Residents of the Twin Ports may be breathing easier after the Superior, WI city council refused to advance local permits for the Nemadji Trail Energy Center (NTEC), a proposed natural gas plant backed and owned by Minnesota Power and Dairyland Power.
The Wisconsin Public Service Commission and the Minnesota Public Utilities Commission have issued approvals for NTEC already, but the city council’s decision could significantly delay or even halt the project. It’s a clear victory for Duluth-Superior environmental advocates and the Fond du Lac Band of Lake Superior Chippewa – and those concerned with climate worldwide – who have raised environmental justice and climate concerns in their opposition to the project.
Minnesota Power and its allies have billed NTEC as a necessary step in the company’s efforts to shut down the region’s remaining coal plants and provide an added layer of energy reliability with the shift to wind and solar power. They argue that the net emissions reductions from replacing coal with a natural gas plant make the project’s environmental impacts a worthwhile cost. That argument, as Superior’s city council and mayor have rightly recognized, amounts to smoke and mirrors.
Natural gas is not a clean fuel. The gas used by NTEC would come from fracking, which releases methane – a far more potent greenhouse gas than carbon dioxide. That gas will then be burned, emitting more than 2 million tons of carbon annually – less than the coal plants, but still significant. Its very construction – which would destroy 20 acres of wetlands – would have immediate negative impacts on natural carbon storage and hydrology in the Twin Ports area. It would also threaten to disrupt Anishinaabe burial grounds only recently returned to tribal control.
If all we needed to protect our future from climate change – for the Twin Ports, the United States, and the world – was to simply reduce greenhouse gas emission by half, building new gas plants like NTEC to replace coal might begin to make sense. But internationally-accepted science says that we need to reduce net emissions worldwide to zero by at least 2050. It also tells us that we can’t reach that goal with the current fossil fuel infrastructure – much less if we continue to build more.
That means that NTEC would either continue operating for decades despite the necessity of rapid emissions cuts, or would become a stranded asset. The latter scenario is far more likely, given the plummeting cost of clean energy, but it would leave ratepayers and residents on the hook for the unnecessary costs of construction and maintenance for NTEC.

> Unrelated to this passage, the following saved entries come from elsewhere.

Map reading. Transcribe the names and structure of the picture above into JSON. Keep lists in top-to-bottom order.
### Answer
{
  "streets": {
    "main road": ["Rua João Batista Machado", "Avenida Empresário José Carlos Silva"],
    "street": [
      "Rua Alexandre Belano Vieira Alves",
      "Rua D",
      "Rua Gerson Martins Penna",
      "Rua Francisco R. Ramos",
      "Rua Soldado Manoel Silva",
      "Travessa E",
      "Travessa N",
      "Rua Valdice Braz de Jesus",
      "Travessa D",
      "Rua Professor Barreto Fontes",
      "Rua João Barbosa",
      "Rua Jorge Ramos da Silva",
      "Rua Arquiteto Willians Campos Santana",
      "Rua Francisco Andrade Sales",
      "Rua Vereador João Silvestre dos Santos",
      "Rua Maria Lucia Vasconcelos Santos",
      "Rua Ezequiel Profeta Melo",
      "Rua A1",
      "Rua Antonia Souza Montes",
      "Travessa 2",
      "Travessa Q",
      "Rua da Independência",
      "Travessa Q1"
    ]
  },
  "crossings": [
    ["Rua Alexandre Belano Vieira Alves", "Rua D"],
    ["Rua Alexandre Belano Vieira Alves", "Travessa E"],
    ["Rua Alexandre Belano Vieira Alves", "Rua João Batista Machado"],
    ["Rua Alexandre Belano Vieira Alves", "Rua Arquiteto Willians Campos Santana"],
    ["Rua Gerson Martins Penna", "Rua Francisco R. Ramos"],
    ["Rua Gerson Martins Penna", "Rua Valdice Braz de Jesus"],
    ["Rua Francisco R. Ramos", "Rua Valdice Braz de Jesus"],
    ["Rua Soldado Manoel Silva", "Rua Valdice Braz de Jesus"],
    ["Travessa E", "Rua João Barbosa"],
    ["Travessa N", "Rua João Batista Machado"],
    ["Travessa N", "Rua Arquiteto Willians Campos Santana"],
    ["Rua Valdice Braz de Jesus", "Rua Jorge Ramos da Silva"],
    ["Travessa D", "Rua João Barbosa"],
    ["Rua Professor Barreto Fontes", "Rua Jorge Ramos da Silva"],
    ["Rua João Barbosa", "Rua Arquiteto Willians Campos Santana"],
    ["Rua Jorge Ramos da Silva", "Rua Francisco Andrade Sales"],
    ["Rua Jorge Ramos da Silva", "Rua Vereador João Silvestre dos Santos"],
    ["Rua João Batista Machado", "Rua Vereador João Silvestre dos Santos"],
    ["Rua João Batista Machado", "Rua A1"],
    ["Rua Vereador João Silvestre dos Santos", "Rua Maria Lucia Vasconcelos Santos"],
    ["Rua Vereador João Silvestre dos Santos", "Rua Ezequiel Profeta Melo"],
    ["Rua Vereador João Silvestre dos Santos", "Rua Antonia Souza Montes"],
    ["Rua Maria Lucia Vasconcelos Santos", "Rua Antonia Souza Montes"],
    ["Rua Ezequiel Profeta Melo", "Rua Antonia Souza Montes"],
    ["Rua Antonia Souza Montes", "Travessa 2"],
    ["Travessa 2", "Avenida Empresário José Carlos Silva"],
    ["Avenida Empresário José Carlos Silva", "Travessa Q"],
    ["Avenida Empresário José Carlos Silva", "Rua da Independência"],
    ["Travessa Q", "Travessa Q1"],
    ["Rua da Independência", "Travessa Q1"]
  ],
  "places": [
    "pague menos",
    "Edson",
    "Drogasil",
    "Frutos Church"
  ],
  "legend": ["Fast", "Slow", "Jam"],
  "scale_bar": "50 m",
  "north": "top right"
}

Minnesota Power’s reliability argument also fails to hold water. While it’s true that wind turbines and solar panels – which now provide power far more cheaply than fossil fuels – are weather-dependent on an individual level, energy storage technology is also advancing rapidly. These power companies could be far better stewards of their ratepayers, the climate, and their own bottom line by investing in storage and grid improvements that can pay off in the long-term.

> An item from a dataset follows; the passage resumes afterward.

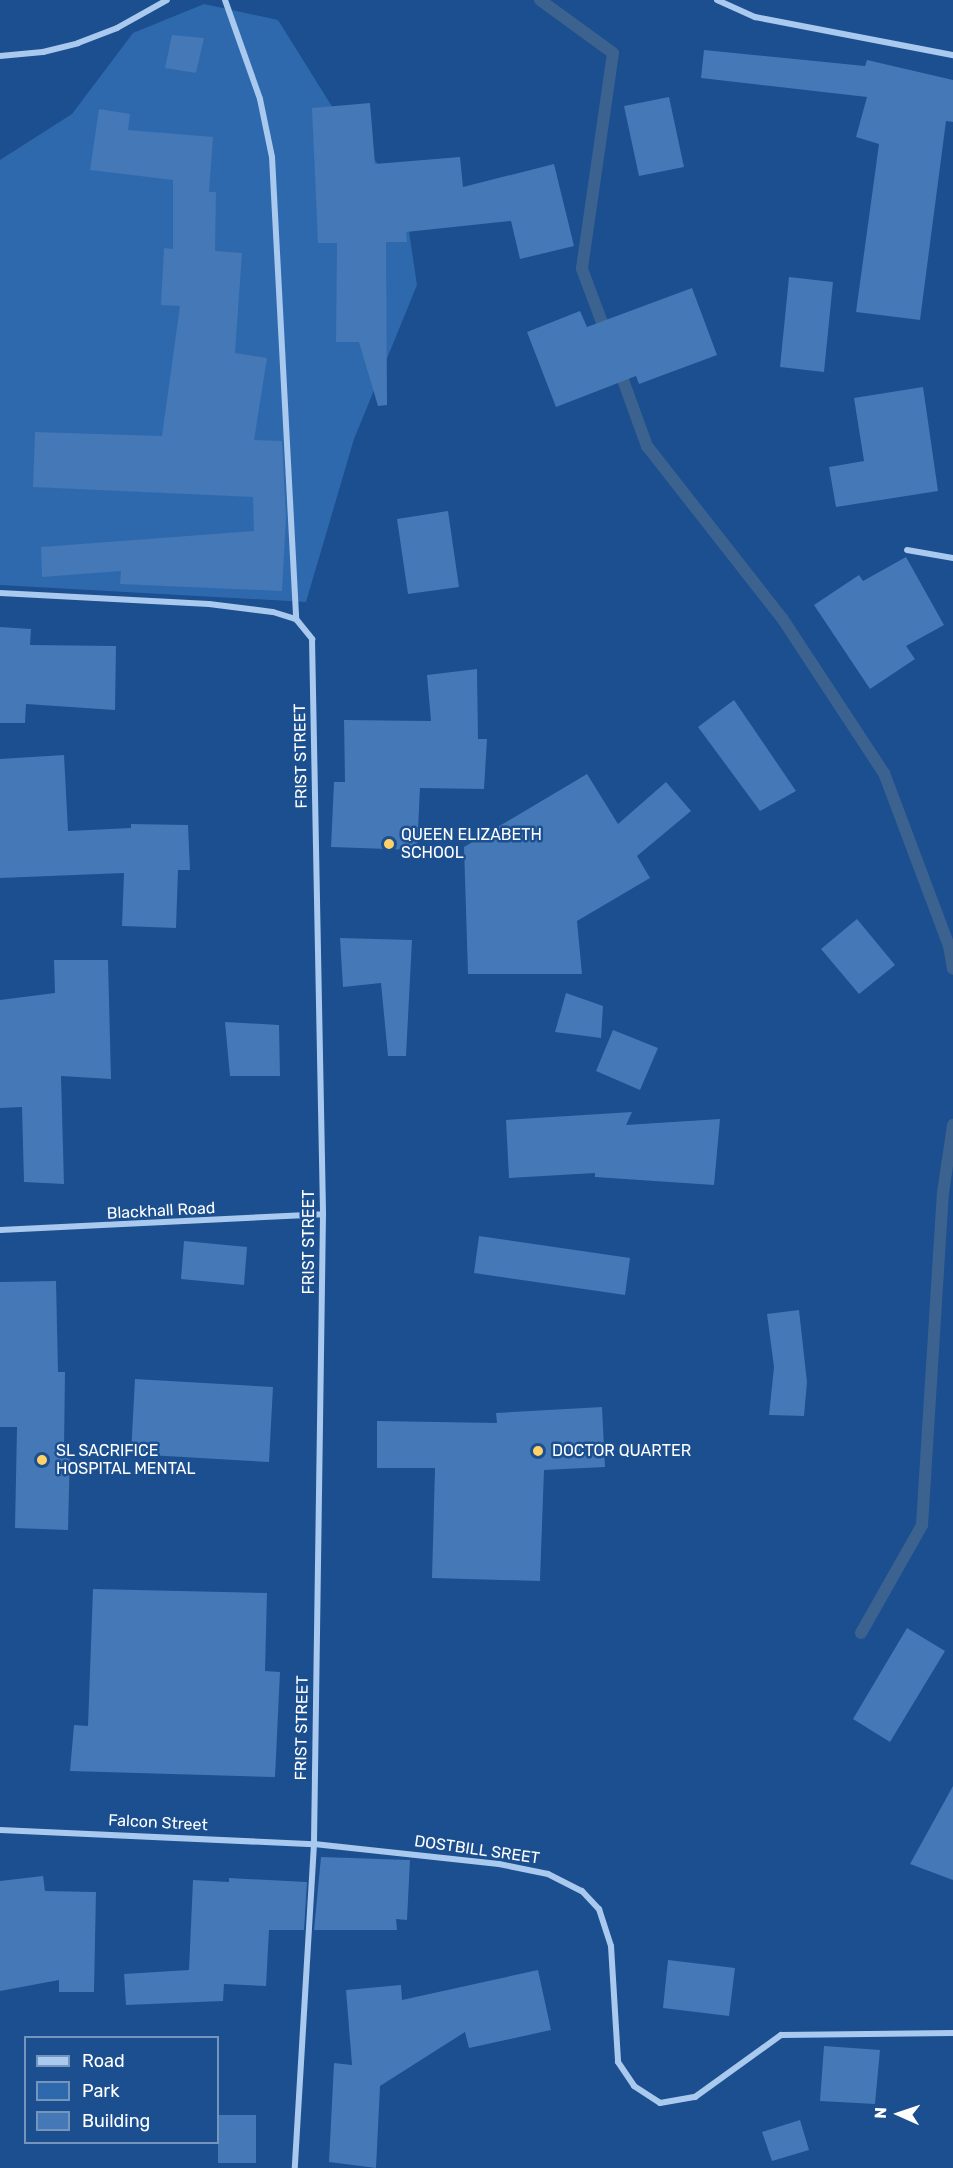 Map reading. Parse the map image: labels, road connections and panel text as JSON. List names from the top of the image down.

Minnesota Power and Dairyland Power will likely push back on Superior’s decision in court, but Superior’s decision is a strong rebuke and a useful delay that could help influence the utilities to rethink their plan. The City Council made the right call on NTEC in the face of considerable pressure from industry and state regulators, and we hope to see it upheld.
We thank organizations like the Sierra Club and Minnesota Center for Environmental Advocacy for their longtime advocacy to protect the Twin Ports from this misguided project.